### WHAT YOU WILL DO:
Return each line below holding the string "position".

◇ ◇ ◇ ◇ ◇

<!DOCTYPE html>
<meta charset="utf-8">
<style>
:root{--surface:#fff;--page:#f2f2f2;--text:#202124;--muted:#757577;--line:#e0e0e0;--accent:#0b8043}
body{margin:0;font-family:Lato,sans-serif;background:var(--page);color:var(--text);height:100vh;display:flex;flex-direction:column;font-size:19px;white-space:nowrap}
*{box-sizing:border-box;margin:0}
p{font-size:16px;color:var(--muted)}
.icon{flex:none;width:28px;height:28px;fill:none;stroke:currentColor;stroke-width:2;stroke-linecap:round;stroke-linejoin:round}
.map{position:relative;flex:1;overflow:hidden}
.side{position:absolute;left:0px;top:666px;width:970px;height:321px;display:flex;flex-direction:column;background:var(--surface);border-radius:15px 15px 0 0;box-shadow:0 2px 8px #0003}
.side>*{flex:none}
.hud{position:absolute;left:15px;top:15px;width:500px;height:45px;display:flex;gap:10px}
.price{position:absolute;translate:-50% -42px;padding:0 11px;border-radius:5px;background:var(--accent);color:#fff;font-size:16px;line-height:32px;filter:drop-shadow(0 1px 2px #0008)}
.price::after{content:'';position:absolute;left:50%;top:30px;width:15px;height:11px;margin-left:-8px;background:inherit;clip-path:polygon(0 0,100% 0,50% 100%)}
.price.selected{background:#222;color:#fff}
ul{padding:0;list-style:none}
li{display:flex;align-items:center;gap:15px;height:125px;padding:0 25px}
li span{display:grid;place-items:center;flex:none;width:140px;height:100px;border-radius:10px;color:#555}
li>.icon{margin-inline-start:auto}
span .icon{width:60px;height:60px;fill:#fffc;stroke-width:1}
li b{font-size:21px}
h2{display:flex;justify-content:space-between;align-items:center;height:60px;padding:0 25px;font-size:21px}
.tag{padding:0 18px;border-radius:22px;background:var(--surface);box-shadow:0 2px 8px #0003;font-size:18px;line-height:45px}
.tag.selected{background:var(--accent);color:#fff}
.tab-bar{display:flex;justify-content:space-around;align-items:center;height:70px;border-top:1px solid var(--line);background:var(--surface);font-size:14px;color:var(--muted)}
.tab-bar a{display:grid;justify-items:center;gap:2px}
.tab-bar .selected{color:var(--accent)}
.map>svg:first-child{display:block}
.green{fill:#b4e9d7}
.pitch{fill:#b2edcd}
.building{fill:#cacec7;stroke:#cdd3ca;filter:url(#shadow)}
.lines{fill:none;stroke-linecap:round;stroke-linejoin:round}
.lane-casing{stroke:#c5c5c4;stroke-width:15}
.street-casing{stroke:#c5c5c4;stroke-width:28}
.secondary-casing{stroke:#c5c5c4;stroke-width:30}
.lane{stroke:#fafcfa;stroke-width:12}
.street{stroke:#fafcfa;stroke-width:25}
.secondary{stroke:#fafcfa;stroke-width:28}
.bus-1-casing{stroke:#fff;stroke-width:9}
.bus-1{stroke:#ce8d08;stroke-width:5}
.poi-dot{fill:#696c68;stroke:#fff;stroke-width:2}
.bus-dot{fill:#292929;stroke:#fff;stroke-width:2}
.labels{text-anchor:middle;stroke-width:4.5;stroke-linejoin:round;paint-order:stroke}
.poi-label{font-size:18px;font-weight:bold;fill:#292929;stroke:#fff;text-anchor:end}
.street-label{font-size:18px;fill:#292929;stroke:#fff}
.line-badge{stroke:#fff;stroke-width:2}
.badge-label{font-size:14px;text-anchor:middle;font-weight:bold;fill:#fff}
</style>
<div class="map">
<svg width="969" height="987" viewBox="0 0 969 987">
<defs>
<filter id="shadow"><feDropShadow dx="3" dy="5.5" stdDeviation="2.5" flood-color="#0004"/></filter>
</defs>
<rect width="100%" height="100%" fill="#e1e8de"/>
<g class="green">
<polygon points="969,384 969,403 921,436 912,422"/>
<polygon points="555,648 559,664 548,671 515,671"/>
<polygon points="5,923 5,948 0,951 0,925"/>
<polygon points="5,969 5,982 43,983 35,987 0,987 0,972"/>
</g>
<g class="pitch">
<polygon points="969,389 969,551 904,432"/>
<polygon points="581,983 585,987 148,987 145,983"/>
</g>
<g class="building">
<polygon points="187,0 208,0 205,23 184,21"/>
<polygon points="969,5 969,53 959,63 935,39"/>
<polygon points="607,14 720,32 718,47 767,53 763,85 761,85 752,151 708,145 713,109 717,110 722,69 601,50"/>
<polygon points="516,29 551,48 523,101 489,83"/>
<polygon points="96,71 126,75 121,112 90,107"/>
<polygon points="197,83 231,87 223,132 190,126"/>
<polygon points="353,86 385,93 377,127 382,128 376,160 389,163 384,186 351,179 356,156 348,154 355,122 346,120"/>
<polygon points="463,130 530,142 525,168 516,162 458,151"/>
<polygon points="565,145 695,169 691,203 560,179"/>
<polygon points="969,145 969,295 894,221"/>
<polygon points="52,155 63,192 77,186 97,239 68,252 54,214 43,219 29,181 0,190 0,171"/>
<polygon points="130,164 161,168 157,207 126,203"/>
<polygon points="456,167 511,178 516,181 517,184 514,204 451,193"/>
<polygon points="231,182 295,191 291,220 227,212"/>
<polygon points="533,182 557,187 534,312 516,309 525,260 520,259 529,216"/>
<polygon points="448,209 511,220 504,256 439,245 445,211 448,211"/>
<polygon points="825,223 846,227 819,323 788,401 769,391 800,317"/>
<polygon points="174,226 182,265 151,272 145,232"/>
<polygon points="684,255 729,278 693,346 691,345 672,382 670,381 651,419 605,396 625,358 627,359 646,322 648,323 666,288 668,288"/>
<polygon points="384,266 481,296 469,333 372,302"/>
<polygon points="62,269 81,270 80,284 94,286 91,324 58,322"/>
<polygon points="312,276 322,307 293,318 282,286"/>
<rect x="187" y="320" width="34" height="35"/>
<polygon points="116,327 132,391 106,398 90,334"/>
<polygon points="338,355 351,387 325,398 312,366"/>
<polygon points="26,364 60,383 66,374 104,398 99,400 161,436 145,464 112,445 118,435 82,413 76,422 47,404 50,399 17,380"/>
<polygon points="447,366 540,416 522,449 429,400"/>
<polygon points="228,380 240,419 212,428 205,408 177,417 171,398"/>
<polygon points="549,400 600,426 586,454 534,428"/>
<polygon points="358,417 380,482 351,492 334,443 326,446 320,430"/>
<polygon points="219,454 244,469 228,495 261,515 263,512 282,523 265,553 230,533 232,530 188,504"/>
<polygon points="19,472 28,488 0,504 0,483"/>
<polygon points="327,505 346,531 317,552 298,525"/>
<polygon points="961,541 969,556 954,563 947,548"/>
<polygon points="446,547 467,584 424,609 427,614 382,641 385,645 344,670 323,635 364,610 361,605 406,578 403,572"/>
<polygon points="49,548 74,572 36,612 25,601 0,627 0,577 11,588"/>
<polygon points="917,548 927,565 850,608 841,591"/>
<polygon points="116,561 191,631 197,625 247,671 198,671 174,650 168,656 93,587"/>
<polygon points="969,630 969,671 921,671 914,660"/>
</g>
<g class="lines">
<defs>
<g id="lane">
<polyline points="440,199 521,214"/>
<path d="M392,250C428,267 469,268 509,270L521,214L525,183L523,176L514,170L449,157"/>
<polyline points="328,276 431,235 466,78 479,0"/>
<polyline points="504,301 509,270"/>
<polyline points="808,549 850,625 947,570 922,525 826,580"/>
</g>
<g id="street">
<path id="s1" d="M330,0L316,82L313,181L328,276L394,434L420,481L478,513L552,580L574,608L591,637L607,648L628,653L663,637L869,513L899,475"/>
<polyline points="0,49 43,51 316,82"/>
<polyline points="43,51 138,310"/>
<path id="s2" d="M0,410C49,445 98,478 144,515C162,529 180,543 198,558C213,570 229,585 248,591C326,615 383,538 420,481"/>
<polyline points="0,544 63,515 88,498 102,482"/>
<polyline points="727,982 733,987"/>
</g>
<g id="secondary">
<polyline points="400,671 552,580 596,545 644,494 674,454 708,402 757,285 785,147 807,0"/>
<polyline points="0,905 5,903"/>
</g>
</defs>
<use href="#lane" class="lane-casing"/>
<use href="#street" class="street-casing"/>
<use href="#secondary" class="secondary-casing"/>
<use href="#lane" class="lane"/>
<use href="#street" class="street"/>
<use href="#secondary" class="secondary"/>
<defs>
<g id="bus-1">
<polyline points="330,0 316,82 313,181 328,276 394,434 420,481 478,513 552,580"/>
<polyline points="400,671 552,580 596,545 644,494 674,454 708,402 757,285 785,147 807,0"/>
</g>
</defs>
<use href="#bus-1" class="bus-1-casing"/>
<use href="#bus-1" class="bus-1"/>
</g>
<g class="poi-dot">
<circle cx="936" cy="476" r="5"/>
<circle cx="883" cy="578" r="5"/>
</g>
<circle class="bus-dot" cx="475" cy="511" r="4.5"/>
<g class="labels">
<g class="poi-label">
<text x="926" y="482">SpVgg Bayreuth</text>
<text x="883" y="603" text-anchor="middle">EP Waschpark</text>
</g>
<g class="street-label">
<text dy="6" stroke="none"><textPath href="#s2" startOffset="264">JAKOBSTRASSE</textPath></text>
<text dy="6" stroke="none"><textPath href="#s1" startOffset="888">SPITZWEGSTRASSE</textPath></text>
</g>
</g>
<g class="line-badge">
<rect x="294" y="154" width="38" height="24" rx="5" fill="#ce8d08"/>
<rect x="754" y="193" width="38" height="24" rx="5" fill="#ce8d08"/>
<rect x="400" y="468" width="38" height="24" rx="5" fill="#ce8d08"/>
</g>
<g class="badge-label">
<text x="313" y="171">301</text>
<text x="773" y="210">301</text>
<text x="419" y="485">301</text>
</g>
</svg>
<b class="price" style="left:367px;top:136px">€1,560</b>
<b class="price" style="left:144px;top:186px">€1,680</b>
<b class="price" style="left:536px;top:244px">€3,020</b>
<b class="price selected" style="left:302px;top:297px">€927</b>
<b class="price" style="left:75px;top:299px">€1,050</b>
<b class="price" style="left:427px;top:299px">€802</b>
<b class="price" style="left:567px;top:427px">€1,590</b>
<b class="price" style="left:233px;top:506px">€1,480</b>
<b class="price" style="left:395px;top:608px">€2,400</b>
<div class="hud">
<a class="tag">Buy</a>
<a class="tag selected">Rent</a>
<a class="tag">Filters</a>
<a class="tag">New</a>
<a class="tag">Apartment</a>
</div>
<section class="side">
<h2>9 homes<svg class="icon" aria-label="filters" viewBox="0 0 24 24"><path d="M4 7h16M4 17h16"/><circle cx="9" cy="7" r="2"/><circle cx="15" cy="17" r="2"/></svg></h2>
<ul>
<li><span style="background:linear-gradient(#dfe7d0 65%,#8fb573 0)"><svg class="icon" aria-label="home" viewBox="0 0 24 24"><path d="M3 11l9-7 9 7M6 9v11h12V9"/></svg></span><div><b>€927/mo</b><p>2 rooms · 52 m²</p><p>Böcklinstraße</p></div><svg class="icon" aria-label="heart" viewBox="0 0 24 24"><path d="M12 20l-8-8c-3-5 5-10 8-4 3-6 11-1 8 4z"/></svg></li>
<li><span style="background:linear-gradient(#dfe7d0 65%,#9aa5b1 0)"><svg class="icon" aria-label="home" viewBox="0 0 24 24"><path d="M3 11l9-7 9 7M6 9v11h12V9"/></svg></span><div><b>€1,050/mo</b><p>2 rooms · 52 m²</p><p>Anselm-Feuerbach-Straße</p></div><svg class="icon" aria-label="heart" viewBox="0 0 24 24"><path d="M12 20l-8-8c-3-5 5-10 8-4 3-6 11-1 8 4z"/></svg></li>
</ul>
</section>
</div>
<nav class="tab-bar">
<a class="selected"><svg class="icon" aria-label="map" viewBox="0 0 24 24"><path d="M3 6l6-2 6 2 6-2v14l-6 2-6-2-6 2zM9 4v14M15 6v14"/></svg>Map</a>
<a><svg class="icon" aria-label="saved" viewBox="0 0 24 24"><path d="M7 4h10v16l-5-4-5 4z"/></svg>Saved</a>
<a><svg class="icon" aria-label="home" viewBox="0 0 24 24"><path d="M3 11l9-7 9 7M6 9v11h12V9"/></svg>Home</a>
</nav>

◇ ◇ ◇ ◇ ◇

### OUTPUT:
.map{position:relative;flex:1;overflow:hidden}
.side{position:absolute;left:0px;top:666px;width:970px;height:321px;display:flex;flex-direction:column;background:var(--surface);border-radius:15px 15px 0 0;box-shadow:0 2px 8px #0003}
.hud{position:absolute;left:15px;top:15px;width:500px;height:45px;display:flex;gap:10px}
.price{position:absolute;translate:-50% -42px;padding:0 11px;border-radius:5px;background:var(--accent);color:#fff;font-size:16px;line-height:32px;filter:drop-shadow(0 1px 2px #0008)}
.price::after{content:'';position:absolute;left:50%;top:30px;width:15px;height:11px;margin-left:-8px;background:inherit;clip-path:polygon(0 0,100% 0,50% 100%)}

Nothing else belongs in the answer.